Alors au départ, l’objectif c’était de financer les tout premiers épisodes du podcast. Les premiers 2000 euros et un apport supplémentaire de 2000 euros du bureau de l’association nous ont permis de financer à la fois la conception du podcast et le premier épisode de la série. Et ensuite, nous avons choisi de lancer un appel à projets avec les 2000 euros restants.

Le principe, c’était de proposer un financement à hauteur de 50% du coût d’un épisode, complété par une participation équivalente par la destination sélectionnée.

Donc 1000 euros pour France Greeters et 1000 euros pour la destination. Cela permettait à de petites associations locales de se lancer dans le podcast à moindre coût si elles le souhaitaient.

Je pense que c’est bien pour du lancement, mais après il faut trouver quand même un modèle de financement un peu plus pérenne et qui permettent de mobiliser d’autres destinations par la suite.

Aparte Studio

Donc si je récapitule, Greeters France, c’est une fédération nationale et ensuite il y a des antennes locales avec qui vous avez partagé les frais à 50 % pour la fédération et 50 % pour les antennes locales, c’est ça ?

Jonathan de France Greeters

Alors les Greeters, déjà, c’est une communauté d’habitants bénévoles et c’est venu d’abord du terrain, et puis certains se sont regroupés en associations et dans d’autres endroits, ce sont des offices du tourisme, des structures plus institutionnelles qui se sont créées.
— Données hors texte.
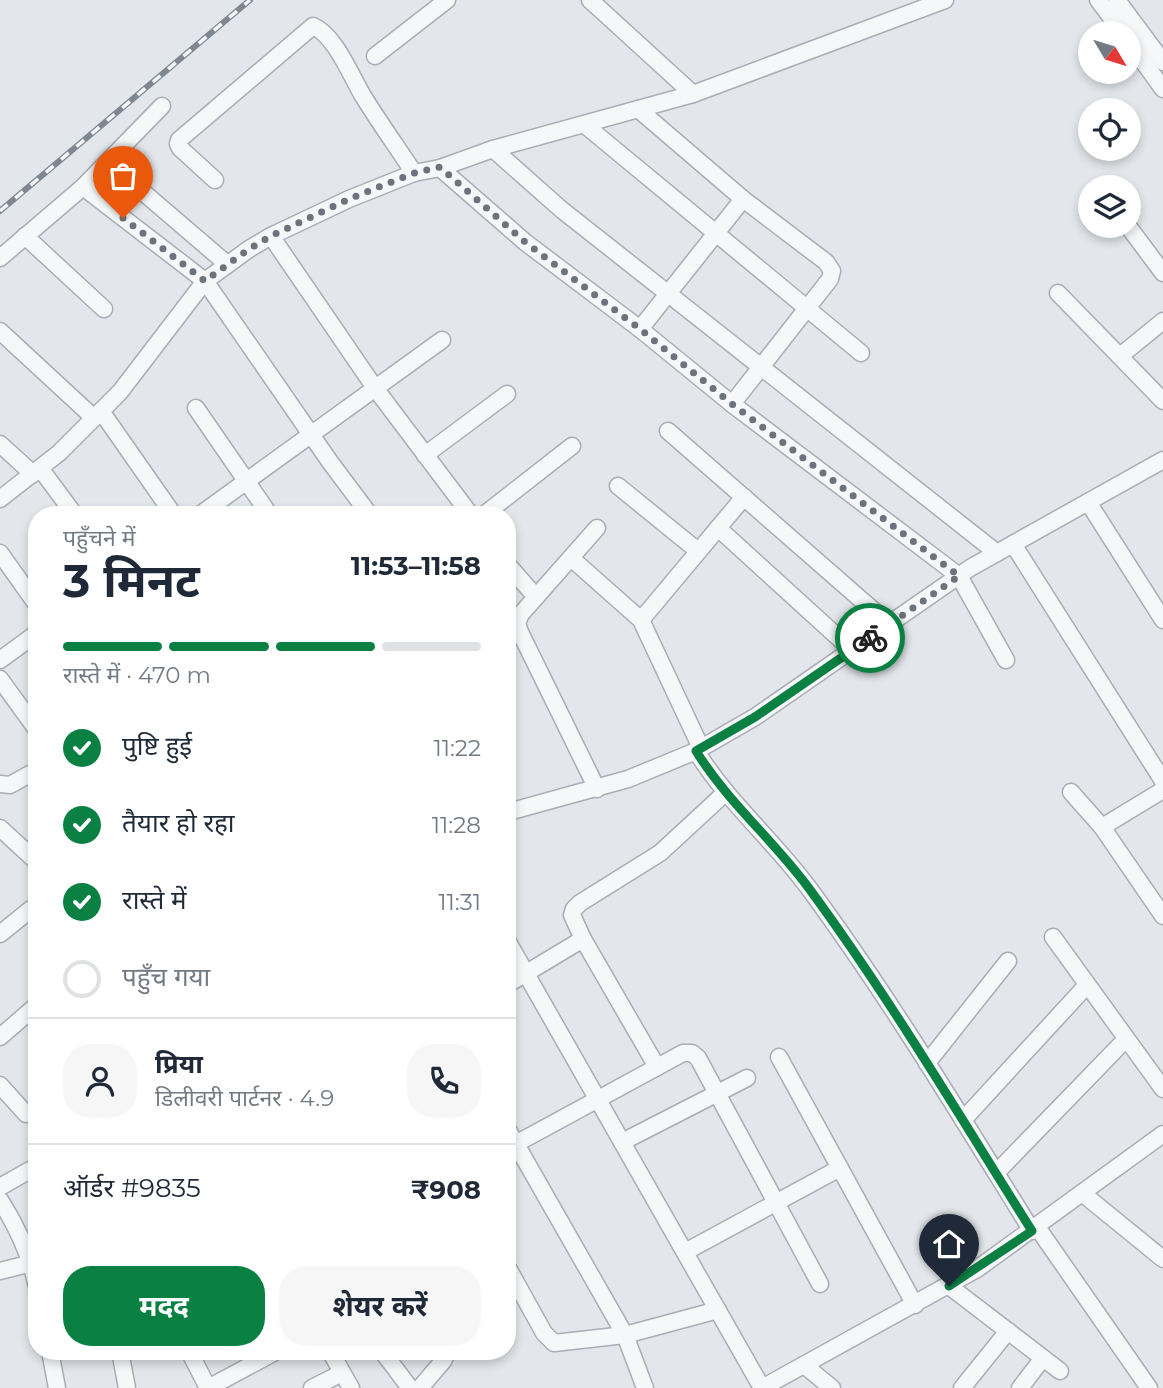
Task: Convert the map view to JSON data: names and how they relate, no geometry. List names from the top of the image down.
{
  "north": "bottom right",
  "page": {
    "heading": ["3 मिनट", "पहुँचने में", "11:53–11:58"],
    "panel": [
      "प्रिया",
      "डिलीवरी पार्टनर · 4.9",
      "ऑर्डर #9835",
      "₹908"
    ],
    "bar": "रास्ते में · 470 m",
    "list": [
      ["पुष्टि हुई", "11:22"],
      ["तैयार हो रहा", "11:28"],
      ["रास्ते में", "11:31"],
      "पहुँच गया"
    ],
    "buttons": ["मदद", "शेयर करें"]
  }
}
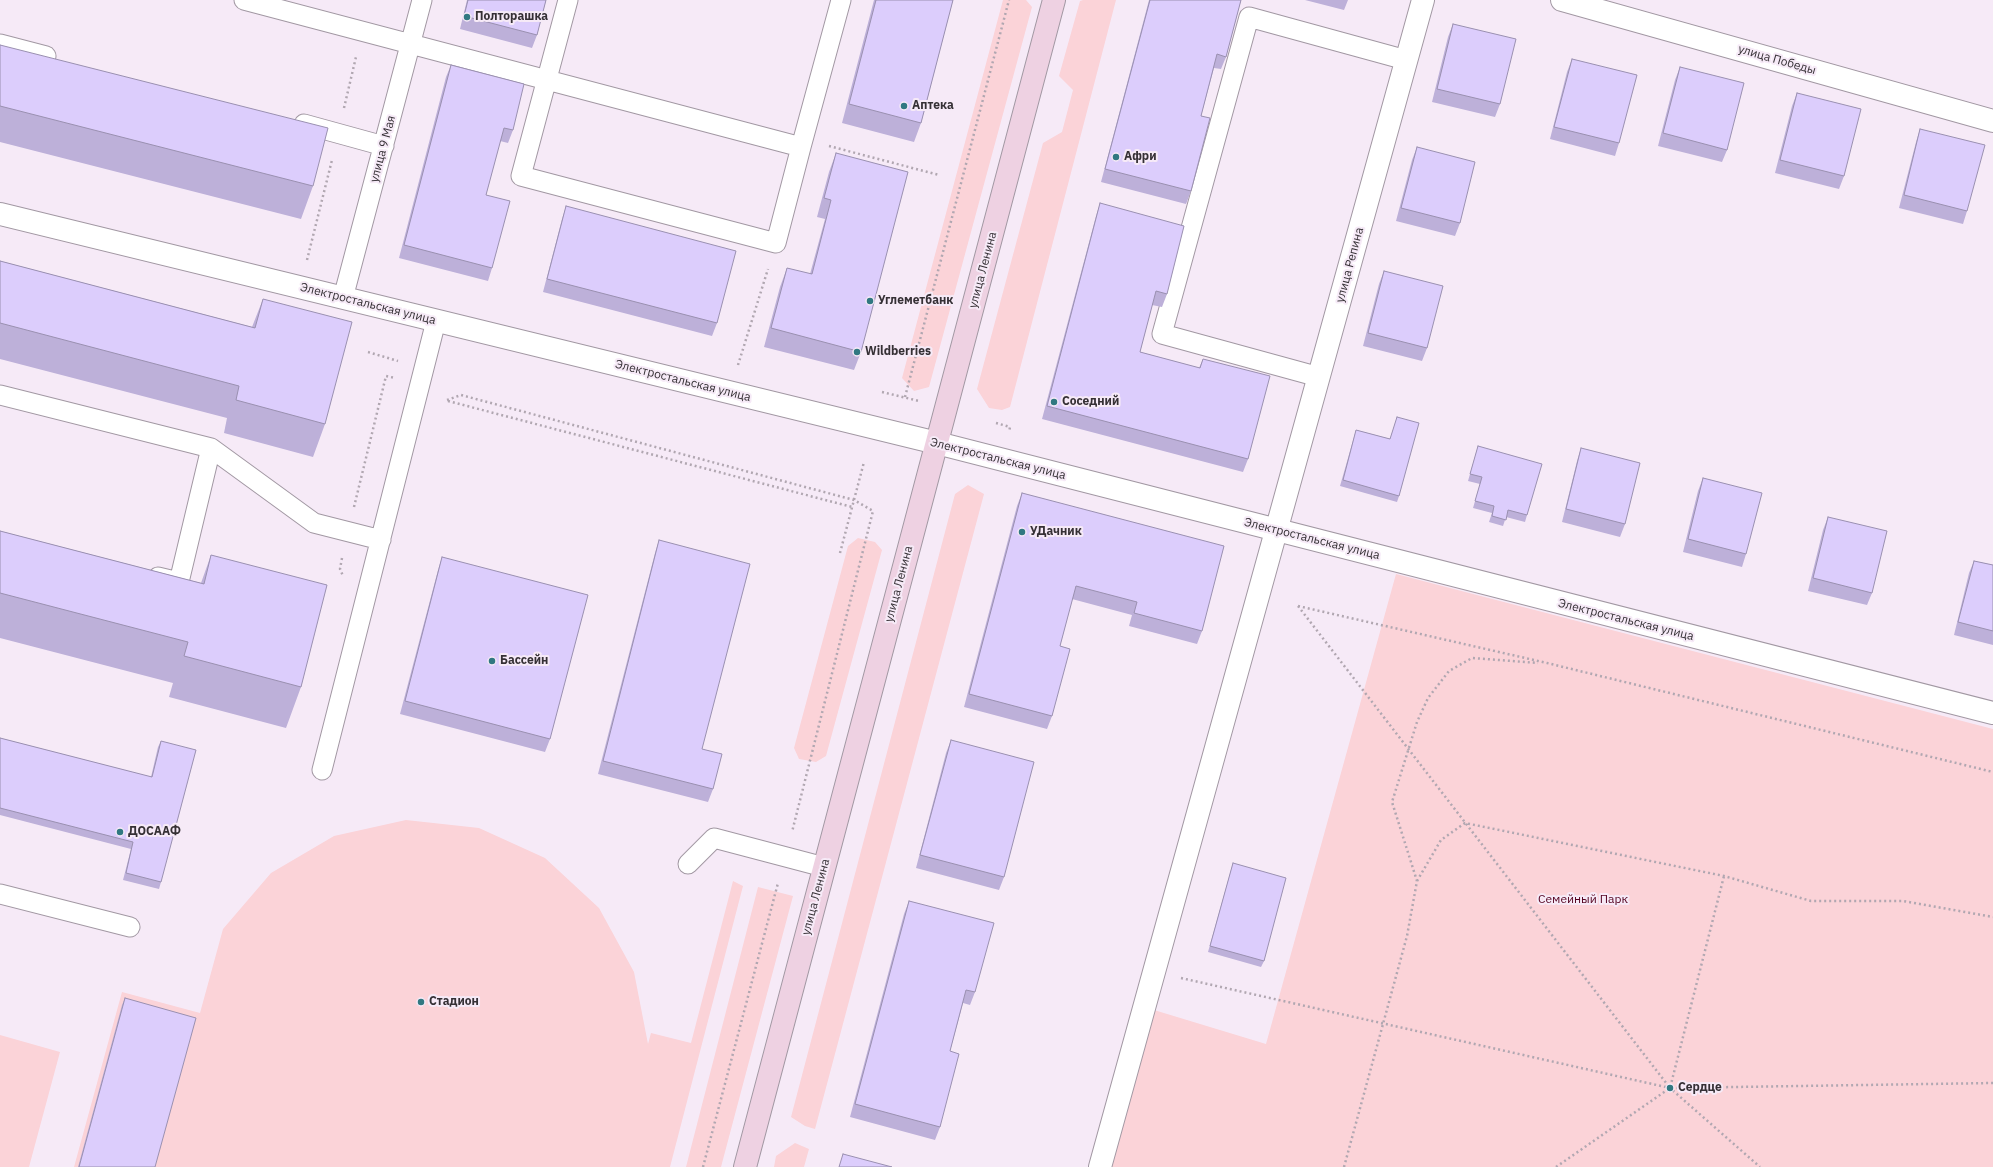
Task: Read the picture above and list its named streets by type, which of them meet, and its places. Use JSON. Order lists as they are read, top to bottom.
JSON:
{
  "streets": {
    "street": [
      "улица Победы",
      "улица Репина",
      "улица Ленина",
      "Электростальская улица"
    ],
    "lane": ["улица 9 Мая"]
  },
  "crossings": [
    ["улица 9 Мая", "Электростальская улица"],
    ["улица Репина", "Электростальская улица"],
    ["улица Ленина", "Электростальская улица"]
  ],
  "parks": ["Семейный Парк"],
  "places": [
    "Полторашка",
    "Аптека",
    "Афри",
    "Углеметбанк",
    "Wildberries",
    "Соседний",
    "УДачник",
    "Бассейн",
    "ДОСААФ",
    "Стадион",
    "Сердце"
  ]
}
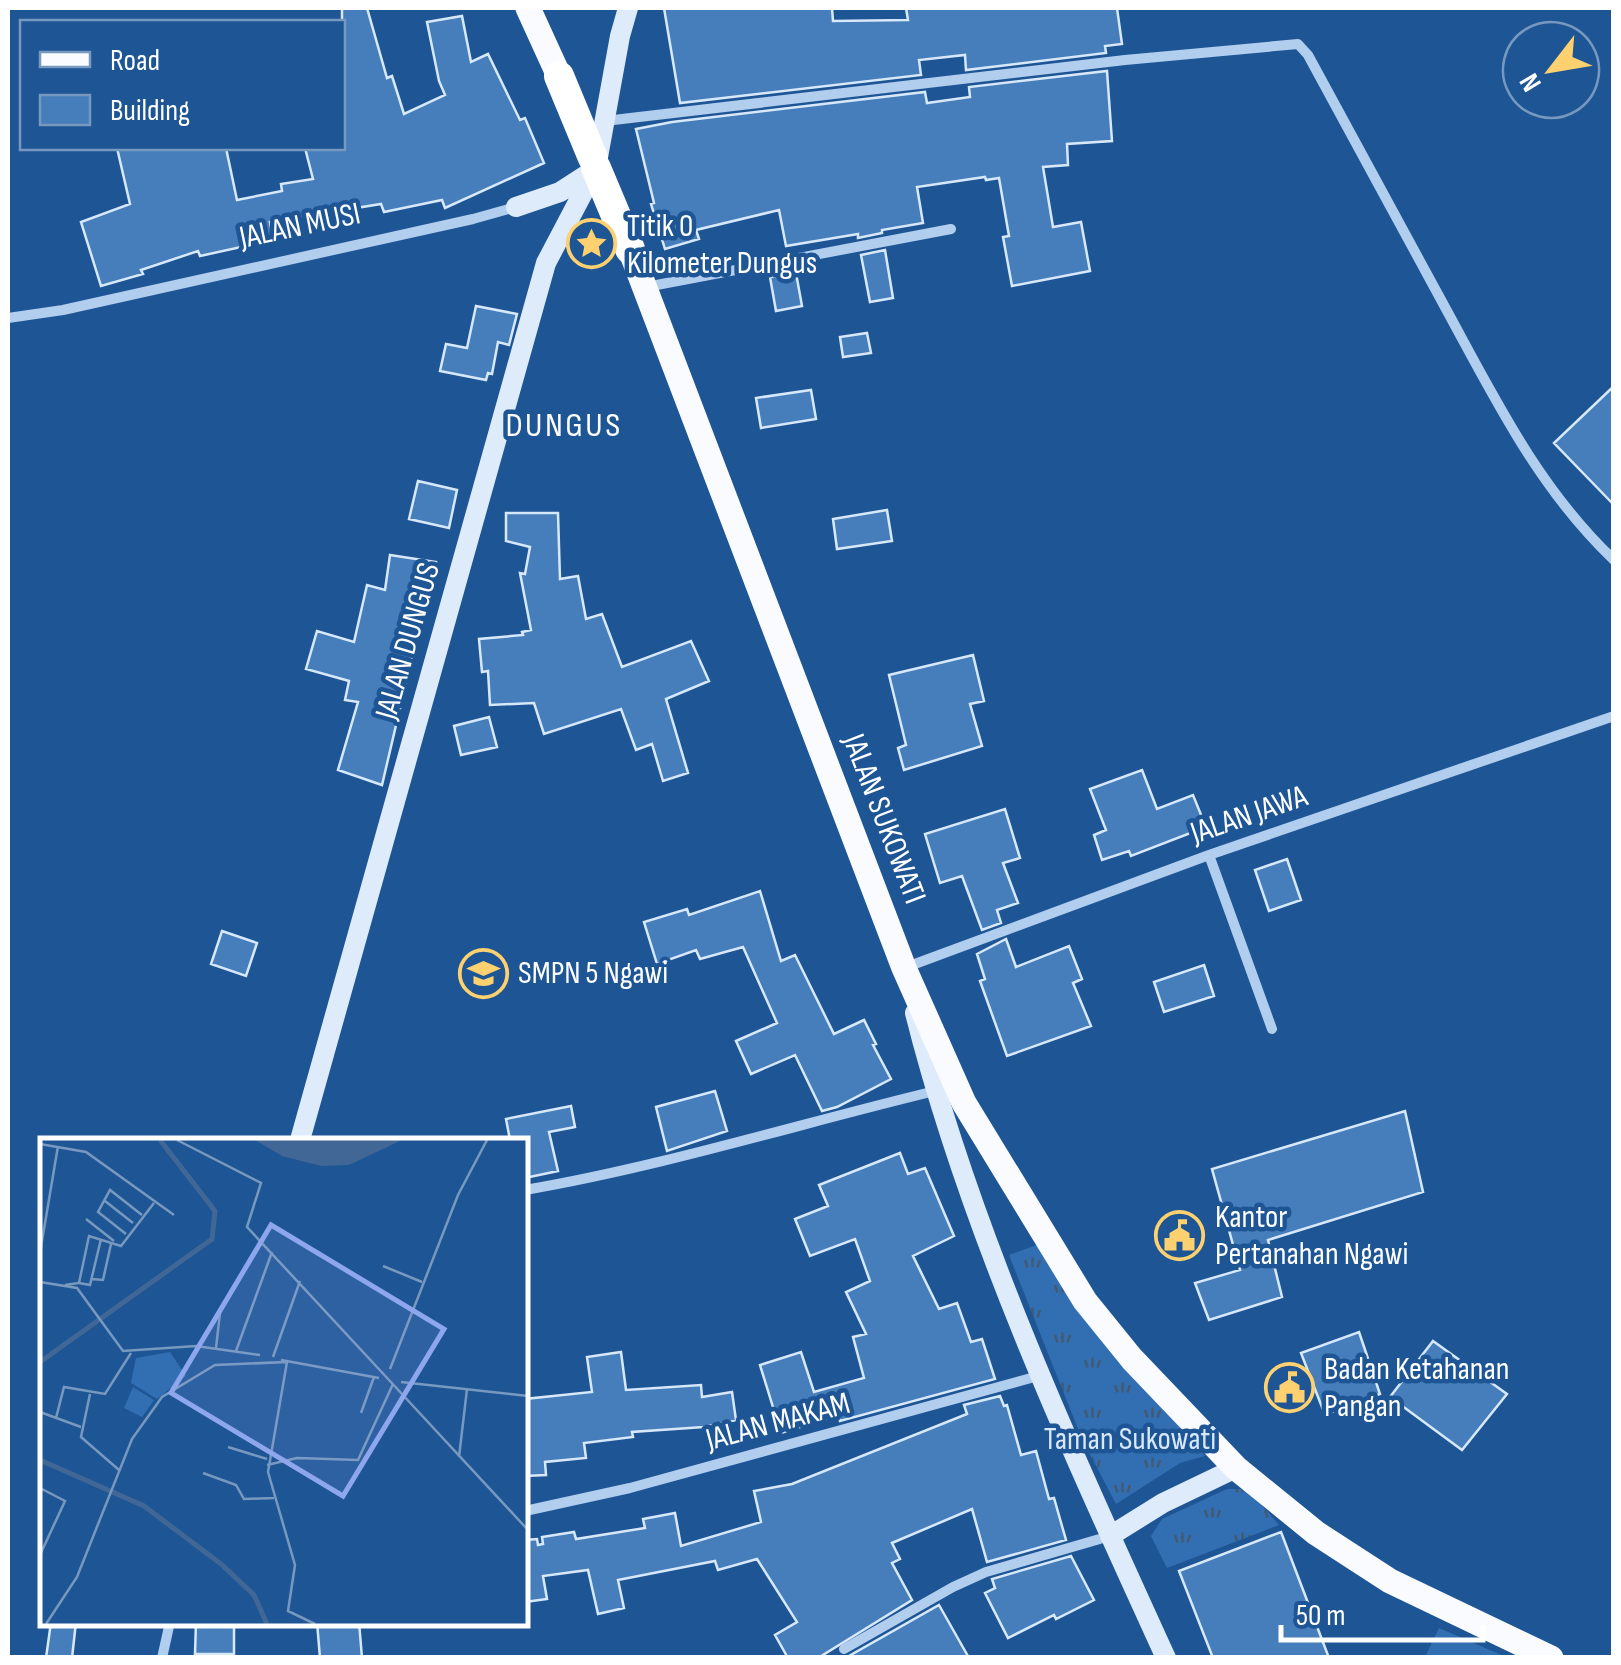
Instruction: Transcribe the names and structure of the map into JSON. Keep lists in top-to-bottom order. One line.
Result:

Et puis comme on était très nombreux, on a aussi créé une fédération.

Cette fédération a pour but d’animer le réseau et de promouvoir le concept. Et donc c’est pour ça que dans notre mission de communication, on a sollicité l’ensemble de nos réseaux et on a aussi financé le premier épisode intégralement. C’était sur Marseille, sur un réseau associatif qui a peut-être moins de moyens mais qui a su se mobiliser pour faire un épisode.

Ensuite, on a travaillé avec l’office du tourisme de Nancy qui était déjà intéressée par la création d’un podcast. Puis le troisième épisode a été créé avec un réseau qui venait de nous rejoindre peu de temps avant : Saint Gervais Mont-Blanc, qui est aussi un office du tourisme et qui voulait aussi offrir un autre regard sur sa destination et pas seulement de la montagne et des sports d’hiver et plutôt montrer qu’il y a des gens qui y vivent à l’année.

Et donc pour 2023, on espère que d’autres destinations se lanceront dans l’aventure. On a décidé de pérenniser cet appel à projets chaque année. Ça fait partie de notre budget au niveau de la fédération pour les cotisations. Cela nous permettra de financer 2 à 3 épisodes par an. Ce n’est pas beaucoup mais en fait, par rapport à nos moyens, ça évite d’empiéter sur d’autres projets.

Aparte Studio

Alors j’aimerais que tu nous parles un peu de la conception du podcast, tout ce travail éditorial qui se réalise en amont des épisodes et que la fédération France Greeters a entièrement financé.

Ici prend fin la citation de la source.